On the Hirshfeld surfaces, the H⋯H, Cl⋯H/H⋯Cl and S⋯H/H⋯S interactions appear as the largest regions (30.1, 18.01 and 14.3% (1) and 30.7, 15.2 and 18.5% (2), respectively) of the fingerprint plot. Interestingly, the contributions due to Cl⋯H/H⋯Cl and S⋯H/H⋯S interactions have been swapped, as 1 shows stronger Cl⋯H/H⋯Cl hydrogen bonding (2.636 Å), which could be observed as dark red spots and sharp spikes in the fingerprint plots, and could be attributed to the lower bulk of the stabilizing ligand. This might also be the reason for larger C⋯H/H⋯C π interactions in 2 (14.7%) than in 1 (7.3%). On the other hand the S···C/C···S and C…C π interactions are more pronounced in 1 (7.1 and 6.5%, respectively), than in 2 (2.0 and 3.5%, respectively). The other interatomic contacts that make comparatively less contribution to crystal packing are nearly identical, and are due to Cu⋯Cl/Cl⋯Cu, N⋯H/H⋯N and N⋯C/C⋯N and π interactions (4.3, 4.1 and 2.1% (1) and 4.2, 5.7 and 1.9% (2), respectively).

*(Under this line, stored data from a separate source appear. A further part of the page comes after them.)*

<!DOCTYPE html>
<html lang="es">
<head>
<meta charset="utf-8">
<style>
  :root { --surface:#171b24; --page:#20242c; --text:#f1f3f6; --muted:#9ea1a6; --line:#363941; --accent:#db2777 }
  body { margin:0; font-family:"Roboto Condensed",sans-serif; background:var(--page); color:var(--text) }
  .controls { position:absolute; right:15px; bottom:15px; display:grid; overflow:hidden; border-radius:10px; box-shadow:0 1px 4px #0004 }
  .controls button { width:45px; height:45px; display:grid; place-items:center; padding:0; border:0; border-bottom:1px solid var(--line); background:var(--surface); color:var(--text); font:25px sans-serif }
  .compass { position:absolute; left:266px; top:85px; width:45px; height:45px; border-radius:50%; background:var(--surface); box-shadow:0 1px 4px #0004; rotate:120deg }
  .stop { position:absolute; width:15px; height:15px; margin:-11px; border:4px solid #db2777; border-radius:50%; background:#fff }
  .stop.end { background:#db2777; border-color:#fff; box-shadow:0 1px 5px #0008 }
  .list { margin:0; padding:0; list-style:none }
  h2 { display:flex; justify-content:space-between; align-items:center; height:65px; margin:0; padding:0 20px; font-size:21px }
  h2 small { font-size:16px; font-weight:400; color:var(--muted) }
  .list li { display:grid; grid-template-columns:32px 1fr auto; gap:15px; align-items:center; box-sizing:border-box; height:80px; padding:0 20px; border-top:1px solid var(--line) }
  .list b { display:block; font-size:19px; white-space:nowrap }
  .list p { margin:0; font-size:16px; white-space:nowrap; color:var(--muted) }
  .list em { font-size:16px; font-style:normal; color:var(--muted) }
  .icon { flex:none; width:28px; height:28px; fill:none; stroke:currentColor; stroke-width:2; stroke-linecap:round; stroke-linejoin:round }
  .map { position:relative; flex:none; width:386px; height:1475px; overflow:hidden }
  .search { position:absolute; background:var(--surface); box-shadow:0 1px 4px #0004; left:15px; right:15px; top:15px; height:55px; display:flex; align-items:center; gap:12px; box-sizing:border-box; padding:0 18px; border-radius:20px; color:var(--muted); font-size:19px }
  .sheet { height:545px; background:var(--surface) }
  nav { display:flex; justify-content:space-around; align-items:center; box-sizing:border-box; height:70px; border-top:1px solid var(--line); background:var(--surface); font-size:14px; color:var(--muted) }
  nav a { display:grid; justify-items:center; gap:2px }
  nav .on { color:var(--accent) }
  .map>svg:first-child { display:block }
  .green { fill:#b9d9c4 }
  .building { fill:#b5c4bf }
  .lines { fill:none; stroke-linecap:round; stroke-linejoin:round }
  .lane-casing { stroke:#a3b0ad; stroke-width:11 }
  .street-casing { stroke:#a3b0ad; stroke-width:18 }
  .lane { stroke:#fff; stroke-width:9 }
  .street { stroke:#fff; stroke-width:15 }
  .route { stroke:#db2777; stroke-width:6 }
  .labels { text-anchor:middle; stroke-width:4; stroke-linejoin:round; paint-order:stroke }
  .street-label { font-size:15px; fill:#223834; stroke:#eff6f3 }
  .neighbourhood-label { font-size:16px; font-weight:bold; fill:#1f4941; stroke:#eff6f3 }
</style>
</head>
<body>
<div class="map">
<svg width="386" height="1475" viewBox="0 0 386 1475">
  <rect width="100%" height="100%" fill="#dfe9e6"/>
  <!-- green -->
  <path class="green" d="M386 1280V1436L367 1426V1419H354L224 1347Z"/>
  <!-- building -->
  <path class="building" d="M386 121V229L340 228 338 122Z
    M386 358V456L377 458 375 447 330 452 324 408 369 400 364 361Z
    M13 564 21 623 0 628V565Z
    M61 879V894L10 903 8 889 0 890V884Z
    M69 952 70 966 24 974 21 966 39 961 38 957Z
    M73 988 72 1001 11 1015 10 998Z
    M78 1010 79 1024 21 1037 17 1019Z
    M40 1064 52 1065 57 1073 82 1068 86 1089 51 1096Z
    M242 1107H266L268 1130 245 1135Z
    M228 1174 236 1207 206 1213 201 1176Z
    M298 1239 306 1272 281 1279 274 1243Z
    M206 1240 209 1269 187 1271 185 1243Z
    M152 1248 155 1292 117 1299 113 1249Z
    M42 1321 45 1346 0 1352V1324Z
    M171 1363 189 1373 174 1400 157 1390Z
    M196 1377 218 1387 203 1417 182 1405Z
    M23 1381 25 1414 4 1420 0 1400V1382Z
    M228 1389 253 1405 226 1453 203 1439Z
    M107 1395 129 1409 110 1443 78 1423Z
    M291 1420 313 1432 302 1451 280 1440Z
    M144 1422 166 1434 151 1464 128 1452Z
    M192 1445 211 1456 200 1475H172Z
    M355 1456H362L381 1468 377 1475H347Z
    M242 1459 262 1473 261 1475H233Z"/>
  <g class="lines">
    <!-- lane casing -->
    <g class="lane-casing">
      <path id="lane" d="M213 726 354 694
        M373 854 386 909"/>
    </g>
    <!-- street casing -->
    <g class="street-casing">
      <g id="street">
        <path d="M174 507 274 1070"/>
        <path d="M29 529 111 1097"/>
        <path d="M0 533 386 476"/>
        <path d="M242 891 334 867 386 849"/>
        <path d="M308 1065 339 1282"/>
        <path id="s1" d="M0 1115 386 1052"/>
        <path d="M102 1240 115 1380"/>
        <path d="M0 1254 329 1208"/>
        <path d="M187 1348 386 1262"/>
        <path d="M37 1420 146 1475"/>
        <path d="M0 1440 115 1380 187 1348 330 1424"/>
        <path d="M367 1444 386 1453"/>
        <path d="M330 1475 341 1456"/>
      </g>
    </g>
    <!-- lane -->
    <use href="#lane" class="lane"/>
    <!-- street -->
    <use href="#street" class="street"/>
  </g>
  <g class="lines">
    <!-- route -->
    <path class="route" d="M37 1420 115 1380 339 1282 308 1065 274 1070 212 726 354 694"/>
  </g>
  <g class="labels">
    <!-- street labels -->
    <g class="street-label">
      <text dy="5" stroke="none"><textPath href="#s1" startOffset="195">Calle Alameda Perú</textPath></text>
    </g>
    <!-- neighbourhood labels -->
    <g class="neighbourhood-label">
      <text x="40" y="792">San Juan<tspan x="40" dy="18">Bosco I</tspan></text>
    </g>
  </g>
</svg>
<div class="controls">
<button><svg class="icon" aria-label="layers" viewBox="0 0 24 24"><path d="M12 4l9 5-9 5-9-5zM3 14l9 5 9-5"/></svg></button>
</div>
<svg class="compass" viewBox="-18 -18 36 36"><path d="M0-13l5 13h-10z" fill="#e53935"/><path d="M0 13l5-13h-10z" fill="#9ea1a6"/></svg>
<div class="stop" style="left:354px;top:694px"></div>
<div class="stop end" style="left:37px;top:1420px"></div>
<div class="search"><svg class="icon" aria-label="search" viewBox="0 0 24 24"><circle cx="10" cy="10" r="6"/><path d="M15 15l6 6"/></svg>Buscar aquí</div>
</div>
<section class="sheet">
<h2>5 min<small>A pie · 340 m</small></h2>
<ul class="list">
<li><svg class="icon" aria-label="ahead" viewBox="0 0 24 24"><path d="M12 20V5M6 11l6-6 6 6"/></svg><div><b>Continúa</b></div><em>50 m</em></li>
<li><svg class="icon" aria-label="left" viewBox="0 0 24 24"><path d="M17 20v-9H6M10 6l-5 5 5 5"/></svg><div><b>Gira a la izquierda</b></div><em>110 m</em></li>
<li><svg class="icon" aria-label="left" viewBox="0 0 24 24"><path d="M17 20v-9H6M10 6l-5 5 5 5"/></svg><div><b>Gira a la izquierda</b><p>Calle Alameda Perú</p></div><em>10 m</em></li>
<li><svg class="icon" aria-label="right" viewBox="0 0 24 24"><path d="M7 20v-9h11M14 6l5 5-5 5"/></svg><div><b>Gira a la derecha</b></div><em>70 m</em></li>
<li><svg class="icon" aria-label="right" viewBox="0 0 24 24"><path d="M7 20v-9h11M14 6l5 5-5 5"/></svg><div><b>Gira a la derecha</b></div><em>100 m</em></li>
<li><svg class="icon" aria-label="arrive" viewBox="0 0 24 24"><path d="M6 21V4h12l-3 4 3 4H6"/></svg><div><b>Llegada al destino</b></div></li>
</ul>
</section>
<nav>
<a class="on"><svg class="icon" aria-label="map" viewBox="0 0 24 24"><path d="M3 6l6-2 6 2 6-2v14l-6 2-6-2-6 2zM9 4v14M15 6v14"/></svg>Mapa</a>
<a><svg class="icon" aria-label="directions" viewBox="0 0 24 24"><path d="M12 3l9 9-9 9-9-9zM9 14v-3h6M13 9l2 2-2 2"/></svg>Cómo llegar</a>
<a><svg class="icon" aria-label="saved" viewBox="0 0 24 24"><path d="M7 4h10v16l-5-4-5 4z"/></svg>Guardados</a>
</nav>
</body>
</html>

There are few examples of carbodithioate-type ligands containing the N(S)C=S fragment. The ligands have different chemistry, and the CuL₂-type complexes have been isolated and structurally characterized in the solid state for a single crystal. The complex in this case was mononuclear Cu(I), while with other metal ions such as Cd and Zn, the chemistry was different [36]. In another report, the Cu(II) ion also affords a mononuclear complex with two chelating ligands, in the same way as in the cases of ligands discussed above [37]. The coordination chemistry of such ligands with CuCl/CuBr works in the same way, but with other metals such as Ni(II), and heavier halogen (I) the behavior is different [38]. An overview of the general reactivity of the carbodithioate ligands indicates that the solvent, reaction conditions and structure of the ligand play a role in determining the geometry of the final complex. Further studies in the field are required to obtain insights into the factors responsible for exact chemistry with the same and different metal ions. The chemistry of these ligands is interesting, and interesting results with other metal ions are very much expected.

4. Conclusions

Two ligands, namely phenyl-1H-pyrazole-1-carbodithioate and phenyl-3-methyl-1H-carbodithioate were synthesized and isolated as viscous oil. They were used for the syntheses of two copper(I) complexes. Complexes containing the Cu(I) ion were isolated in good purity. The binuclear copper(I) complexes bear two bridged-chlorido functions. The ligands act as a bidentate chelate, with N and S as potential donor sites. Each Cu(I) ion in the CuCl₂NS fragment of the complex bears distorted-tetrahedral geometry. Structural features such as bond length and angles are in close agreement with structurally analogous complexes. The supramolecular chemistry of the complexes is quite different one from the other, owing to the presence of pyrazole and the methylpyrazol moiety in the ligand. The complex containing the pyrazole moiety affords 2D-supramolecular extension, while the methylpyrazole-containing complex affords the 1D chain. The ligands designed in this study are efficient chelators and useful for designing bimetallic complexes. The Hirshfeld-surface analysis of both the complexes reveals that H⋯H, Cl⋯H/H⋯Cl and S⋯H/H⋯S interactions appear. Complex 1 shows stronger Cl⋯H/H⋯Cl hydrogen bonding. Larger C⋯H/H⋯C π interactions in 2 (14.7%) than in 1 (7.3%) were observed. Other interactions, such as S⋯C/C⋯S and C⋯C π are more pronounced in 1 than in 2. Other interatomic contacts, Cu⋯Cl/Cl⋯Cu, N⋯H/H⋯N and N⋯C/C⋯N and π, contribute comparatively less towards crystal packing. The chemistry herein can be applied to the development of bimetallic complexes, for useful applications in the future.